Our route for the second day avoided cycling 47 miles on route US 23 that goes directly from Wise to Gate City. However, avoiding traffic on roads without shoulders had its consequences. We chose to cycle 39 miles on country roads. Less mileage over country roads sounds like a “no brainer”, except for the added climb. The first few miles out of Wise we had a nice downhill and averaged 25 mph. In the town of Norton we got on route 619 which turned into a climb of 2,000 feet over 4 miles to the top of High Knob Hill. Once we got to the top, we looked forward to a wonderful and long down hill ride. However, the asphalt road ended and we had to traverse down a steep gravel road. While that may not have been so bad, a torrential downpour started and the gravel turned to mud and then the mud turned into a river. We were “white water biking” as our brake pads deteriorated and our rims got too hot to touch.

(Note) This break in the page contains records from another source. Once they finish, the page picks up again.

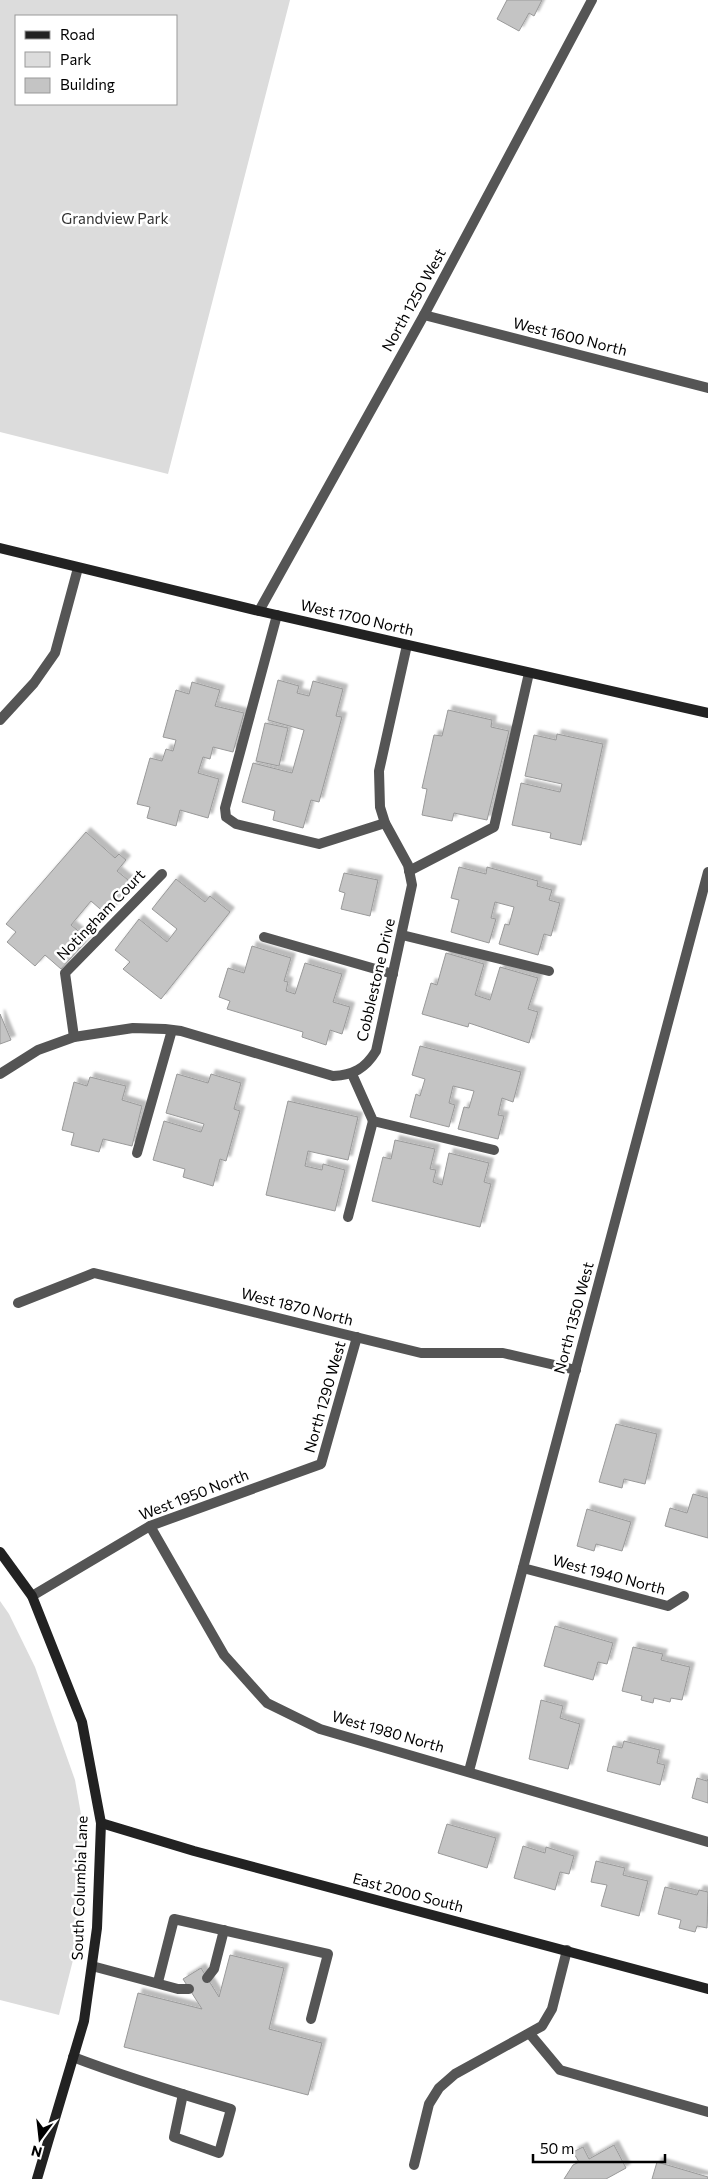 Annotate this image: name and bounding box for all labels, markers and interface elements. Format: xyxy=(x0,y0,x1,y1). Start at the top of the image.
legend xyxy=(15,15,178,105)
text: Road xyxy=(60,25,95,43)
text: Park xyxy=(60,50,91,68)
text: Building xyxy=(60,75,115,93)
park label: Grandview Park xyxy=(61,209,169,227)
street label: North 1250 West xyxy=(377,245,449,354)
street label: West 1600 North xyxy=(511,313,629,359)
street label: West 1700 North xyxy=(299,595,416,639)
street label: Notingham Court xyxy=(52,865,148,963)
street label: Cobblestone Drive xyxy=(352,916,398,1043)
street label: North 1350 West xyxy=(549,1260,597,1376)
street label: West 1870 North xyxy=(239,1283,355,1329)
street label: North 1290 West xyxy=(299,1339,349,1455)
street label: West 1950 North xyxy=(136,1465,251,1523)
street label: West 1940 North xyxy=(551,1550,668,1598)
street label: West 1980 North xyxy=(330,1706,447,1756)
street label: South Columbia Lane xyxy=(67,1815,91,1961)
street label: East 2000 South xyxy=(351,1869,466,1915)
north arrow xyxy=(15,2114,65,2164)
scale bar xyxy=(533,2132,666,2164)
text: 50 m xyxy=(540,2139,574,2157)
text: N xyxy=(29,2142,44,2162)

Surviving that down hill, we arrived at a smooth asphalt road where we were cycling at 20 mph for about 7 miles. Eventually we had to climb 3 more hills (all 10% grades) but with adequate shoulders and minimal traffic.
Arriving in Gate City, we had a fast descent but came to a quick stop where town folks lined the road. We stopped and were congratulated for being the first to complete the Clinch Mountain Challenge Bike Race. We smiled and explained that we were on loaded touring bikes and not racers. However, we did accept offered bananas, trail bars, and friendly conversation.
The bike race was not the only attraction in Gate City that day. The town’s main street was closed to traffic for the 5th annual Clinch Mountain Music Festival.
A stage was at one end of the main street and vendor tents extended for several blocks. Despite being soaked to the bone, we were cheered to spend the afternoon listening to numerous country groups (including Papa Joe Smiddy and the Scott County Boys), talking to other spectators, eating excellent food (and getting rained on several more times).
Even though the town was focused on its music festival, many people took time to greet us and make us feel welcome. The town’s bike shop provided us new brake pads and Tom and Martha (festival volunteers) offered to put us up for the night. Check out the link to our photos on our travel blog and watch the video of some of the musicians and dancers--especially Carl Wooten doing a dance called Flat Footin’.
Since Gate City did not have a hotel we cycled 5 miles south to Kingsport, Tennessee for the night. If we had not had guaranteed reservations, we would have accepted the offer to stay in Gate City. We were also told that if we had contacted the local chamber of commerce we would have been given a list of homes that host visitors for the night.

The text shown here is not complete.